Our New Dating Series: “In The Meantime”

March 11, 2014  |  

I had a rough 2013.

I dated the perfect gentleman, who just happened to be a nightclub owner (surrounded by beautiful women, all the time), had a ton of vulnerability issues, and a child on the way.

I had lunch with another guy who thought that I wouldn’t mind sharing my American citizenship with him.

I met a gorgeous homicide detective who sucked at cleaning up his own mystery—a college comrade who already had claim to him.

Before all of these sporadic dates, I  left a three-year relationship,that still haunts the apartment I live in today.

Saucy enough for you?

No? Well, it gets saucier.

Hi, I’m Erica or Rivafowz (it depends on how well you know me). I’m a cross breed between serial dater and monogamist. I also happen to be quite the writer. I decided to compile those two notions in a series, on my blog, called ‘In The Meantime.’ At first, it started out as a way to vent my frustrations about my single life. However, it ended up becoming a compilation of works that were relatable and moving to my fellow woman.

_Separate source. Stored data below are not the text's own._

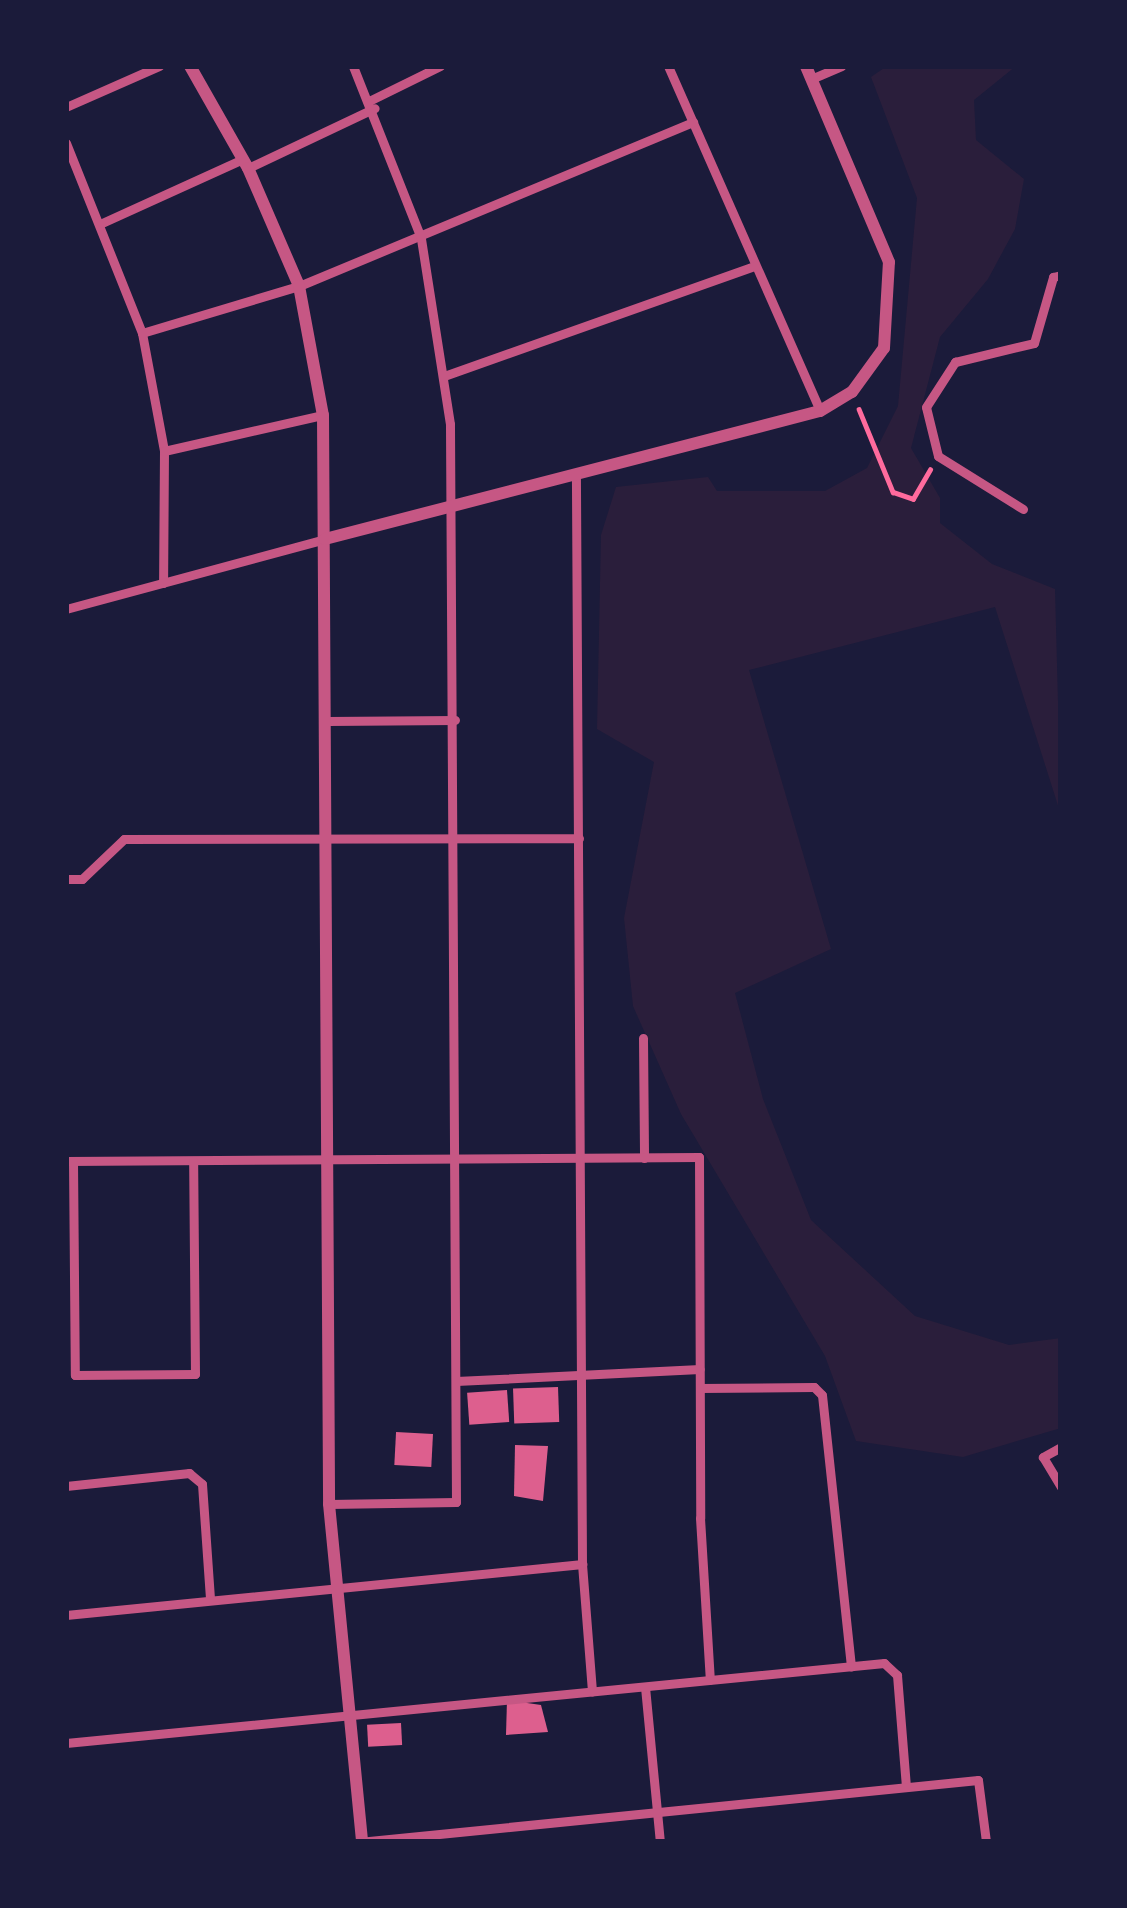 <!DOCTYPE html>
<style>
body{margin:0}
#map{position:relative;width:1127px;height:1908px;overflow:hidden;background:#1b1b3a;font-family:"Sofia Sans Condensed",sans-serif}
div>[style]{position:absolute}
.green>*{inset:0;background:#2a1e3b}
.building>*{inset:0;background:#dd5f8e;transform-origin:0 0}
.path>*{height:4.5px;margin:-2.25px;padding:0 2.25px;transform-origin:2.25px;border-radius:2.25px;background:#ff6b9d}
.minor>*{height:9px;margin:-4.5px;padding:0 4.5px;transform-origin:4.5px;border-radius:4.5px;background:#c65784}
.tertiary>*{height:12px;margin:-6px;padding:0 6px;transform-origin:6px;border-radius:6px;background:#c65784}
span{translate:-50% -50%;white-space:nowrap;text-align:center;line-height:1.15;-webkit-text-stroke:10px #1b1b3a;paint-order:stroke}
.frame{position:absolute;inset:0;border:69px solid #1b1b3a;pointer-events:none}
</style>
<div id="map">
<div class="green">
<div style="clip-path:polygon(887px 66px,1016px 66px,974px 100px,976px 140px,1024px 179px,1015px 229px,988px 279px,940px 337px,911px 448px,940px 498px,940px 523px,992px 564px,1055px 589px,1061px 815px,995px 607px,749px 670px,831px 949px,735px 993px,763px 1099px,811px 1220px,915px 1316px,1009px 1345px,1061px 1338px,1061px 1428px,963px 1457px,856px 1441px,825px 1356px,681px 1114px,633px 1006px,624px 918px,654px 762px,597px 729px,601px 535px,616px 487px,708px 477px,717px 491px,825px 491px,867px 468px,898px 406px,917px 198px,871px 77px)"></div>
</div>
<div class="building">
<div style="left:558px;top:1387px;width:35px;height:45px;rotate:88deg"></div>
<div style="left:507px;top:1390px;width:32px;height:40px;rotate:86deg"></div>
<div style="left:433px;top:1434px;width:33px;height:37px;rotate:93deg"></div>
<div style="clip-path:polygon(515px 1445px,548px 1446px,543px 1501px,514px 1496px)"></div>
<div style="clip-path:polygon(507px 1700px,541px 1705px,548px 1732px,506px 1735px)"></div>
<div style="left:401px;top:1723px;width:22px;height:34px;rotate:87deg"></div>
</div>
<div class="path">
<div style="left:859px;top:409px;width:90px;rotate:67.7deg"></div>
<div style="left:893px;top:492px;width:21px;rotate:19deg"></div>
<div style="left:913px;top:499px;width:34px;rotate:-60deg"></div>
</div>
<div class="minor">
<div style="left:668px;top:66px;width:377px;rotate:66.2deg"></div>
<div style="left:811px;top:79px;width:33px;rotate:-23deg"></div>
<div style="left:371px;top:100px;width:77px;rotate:-26.2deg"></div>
<div style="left:66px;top:107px;width:102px;rotate:-23.8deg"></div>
<div style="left:66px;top:143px;width:205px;rotate:68.2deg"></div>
<div style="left:142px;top:333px;width:120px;rotate:79.4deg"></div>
<div style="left:164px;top:451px;width:132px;rotate:90.4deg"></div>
<div style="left:248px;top:168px;width:140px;rotate:-25.3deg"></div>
<div style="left:102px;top:223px;width:155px;rotate:-24.4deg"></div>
<div style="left:142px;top:333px;width:164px;rotate:-16.7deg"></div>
<div style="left:299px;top:286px;width:427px;rotate:-22.6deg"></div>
<div style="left:444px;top:376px;width:330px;rotate:-19.5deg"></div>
<div style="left:164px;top:451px;width:163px;rotate:-12.8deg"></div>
<div style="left:1023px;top:509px;width:100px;rotate:-148.1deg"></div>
<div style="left:938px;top:456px;width:50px;rotate:-103.8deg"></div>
<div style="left:926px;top:407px;width:54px;rotate:-57.2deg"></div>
<div style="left:955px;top:362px;width:81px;rotate:-13.5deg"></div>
<div style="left:1034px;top:343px;width:69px;rotate:-73.9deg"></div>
<div style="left:1053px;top:277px;width:8px;rotate:-14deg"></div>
<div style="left:66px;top:609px;width:268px;rotate:-15.1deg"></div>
<div style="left:328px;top:721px;width:127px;rotate:-0.5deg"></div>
<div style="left:66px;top:879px;width:16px"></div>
<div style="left:82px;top:879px;width:58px;rotate:-43.6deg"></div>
<div style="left:124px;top:839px;width:455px;rotate:-0.1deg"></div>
<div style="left:643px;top:1038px;width:120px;rotate:89.5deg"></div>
<div style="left:66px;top:1161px;width:633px;rotate:-0.36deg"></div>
<div style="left:699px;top:1157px;width:361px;rotate:89.8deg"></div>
<div style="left:700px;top:1518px;width:162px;rotate:86.5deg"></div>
<div style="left:73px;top:1162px;width:213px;rotate:89.5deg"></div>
<div style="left:75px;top:1375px;width:120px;rotate:-0.5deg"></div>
<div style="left:195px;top:1374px;width:213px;rotate:-90.5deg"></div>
<div style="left:456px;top:1381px;width:244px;rotate:-2.8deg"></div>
<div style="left:700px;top:1388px;width:114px;rotate:-0.5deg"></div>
<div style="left:814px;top:1387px;width:11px;rotate:45deg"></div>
<div style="left:822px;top:1395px;width:273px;rotate:83.9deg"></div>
<div style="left:1061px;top:1447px;width:21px;rotate:151deg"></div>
<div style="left:1043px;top:1457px;width:35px;rotate:59deg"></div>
<div style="left:66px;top:1486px;width:124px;rotate:-6deg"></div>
<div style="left:189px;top:1473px;width:17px;rotate:40deg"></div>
<div style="left:202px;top:1484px;width:115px;rotate:86deg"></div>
<div style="left:329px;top:1504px;width:127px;rotate:-0.9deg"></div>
<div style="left:456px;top:1502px;width:1078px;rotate:-90.32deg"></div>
<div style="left:450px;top:424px;width:188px;rotate:-98.9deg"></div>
<div style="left:421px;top:238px;width:185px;rotate:-111.6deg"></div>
<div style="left:582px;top:1564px;width:128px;rotate:85.5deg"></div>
<div style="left:66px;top:1615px;width:519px;rotate:-5.64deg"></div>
<div style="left:582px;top:1564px;width:1088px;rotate:-90.32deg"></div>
<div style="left:645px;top:1687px;width:156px;rotate:84.5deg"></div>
<div style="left:66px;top:1743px;width:822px;rotate:-5.59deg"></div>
<div style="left:884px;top:1663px;width:18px;rotate:43deg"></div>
<div style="left:897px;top:1675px;width:112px;rotate:85.4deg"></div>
<div style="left:359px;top:1842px;width:622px;rotate:-5.72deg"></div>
<div style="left:978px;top:1780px;width:63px;rotate:82.6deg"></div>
</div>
<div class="tertiary">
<div style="left:190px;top:66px;width:117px;rotate:60.4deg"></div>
<div style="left:248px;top:168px;width:129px;rotate:66.6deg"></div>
<div style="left:299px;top:286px;width:131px;rotate:79.5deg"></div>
<div style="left:323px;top:415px;width:1089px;rotate:89.68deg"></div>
<div style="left:329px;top:1504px;width:340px;rotate:84.4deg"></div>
<div style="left:325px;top:539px;width:511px;rotate:-14.5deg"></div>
<div style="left:820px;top:411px;width:37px;rotate:-31deg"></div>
<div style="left:852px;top:392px;width:54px;rotate:-54deg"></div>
<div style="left:884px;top:348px;width:86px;rotate:-86.7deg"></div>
<div style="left:889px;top:262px;width:213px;rotate:-113deg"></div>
</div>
<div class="frame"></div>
</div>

You can read all the fiascos–I mean parts of the series—here. Everything, from this point forth, will make much more sense, if you do.

Which brings me to the reason we’re here.

Towards the end of last year, I made a promise to myself.

I was done with men. Wait; let me rephrase that. I was done with dating men, until I had some time to heal and some space to myself. I lie down on my queen size bed, on a Saturday morning, after another daunting faux break-up, and spoke to the dust and God.

“I’m finished. I need to focus on Erica. I need to get it together. I’m no longer looking.”

I swear I did this faithfully, for about three weeks.

I suited up every day and put on my favorite red lip, destined to conquer.

I wrote blog posts fervently and sent my editors pitches.

I bought fresh flowers, for my apartment, on the weekend.

I started browsing bookstores, in search of stories that would provoke scribing.

I was walking out of Barnes and Noble, downtown NYC was bursting with college students, artsy folk, and the smell of Starbucks. The cold wind blew across the faces of northerners who were no longer deterred, by its brutality. I heard a chuckle; it made me smile too.

You know the saying: “If you want to hear God laugh tell him your plans”? I’m absolutely sure he was the one laughing that day.

As soon as I got on the train, my large tote bag, abundant with a plethora of books bumped a man standing at the door. I apologized instantly and made my way to the pole, at the center of the aisle. At the next stop a blind man walked on to the train and asked for spare change. Everyone moved out of his way, so he could get by with ease. I tried to reach for my wallet, inside of my oversized workbag, on the crowded train, to no avail. The man I’d bumped earlier spoke, “Would you like me to hold your other bag?”

I gave him a glance. He seemed trustworthy, I handed him the bag. I was able to pull a dollar from my wallet and hand it to the blind man. The gentleman, near the door, handed my bag of books back to me. I took him in: Long black trench coat, black dress shirt and slacks. He was brown, with light brown eyes and his goatee and shapeup were incredibly sharp. He saw me look him over and he smiled. Yeah, his smile was great too.

He spoke again, “Okay. I’m sold.”

I looked up at him, “On?”

“You. You give to the less fortunate, you’ve got a bag full of brand new books, and you’re cute when the train jolts and you almost slip.”

I laughed, “You’re pretty well dressed for a comedian.”

He said, “Why thank you. I try.”

We got to another station and several passengers left the train. We both managed to find seats, next to one another.

“I’m Kevin, love. My stop is coming up soon. I know I haven’t really had the chance to introduce myself, but I’d like to do that.

I almost said it. It almost left my tongue. The words should have been: Sorry love. I’m not really dating right now, but thank you

However, in a split second, I was able to rationalize the situation.

I mean he just wants to introduce himself.

Where’s the harm in that?

He looks like a nice enough guy.

Perhaps when he said ‘sold’, he meant on a friendship.

Yeah…he just wants to be friends.

Silly girl.

Two seconds later Kevin had my business card in his hand. He got up to leave and tapped me on the shoulder lightly, with his briefcase.

He flashed his perfect smile once more, “Payback.”


Several stops later my train started its journey over the bridge. My phone’s reception went up, in the middle of a game of Candy Crush, and my text messages started to come in. The first was from an unknown number.

“Hello Sweetheart. I don’t want to waste anytime, seeing that I’ve ascertained you’re a philanthropist and intellect, from our brief train interaction. I can already tell I’m going to adore you. Can I have a car pick you up tomorrow at 8pm?”

I looked out over the bridge. The city glowed in between the steel railings. I imagined all the men sitting in the glimmering lights on the skyline. I looked out at the glistening water. I thought about the stupid fish-in-the-sea cliché. I text back, “Sure.”

I mean…it’s only for the meantime…right?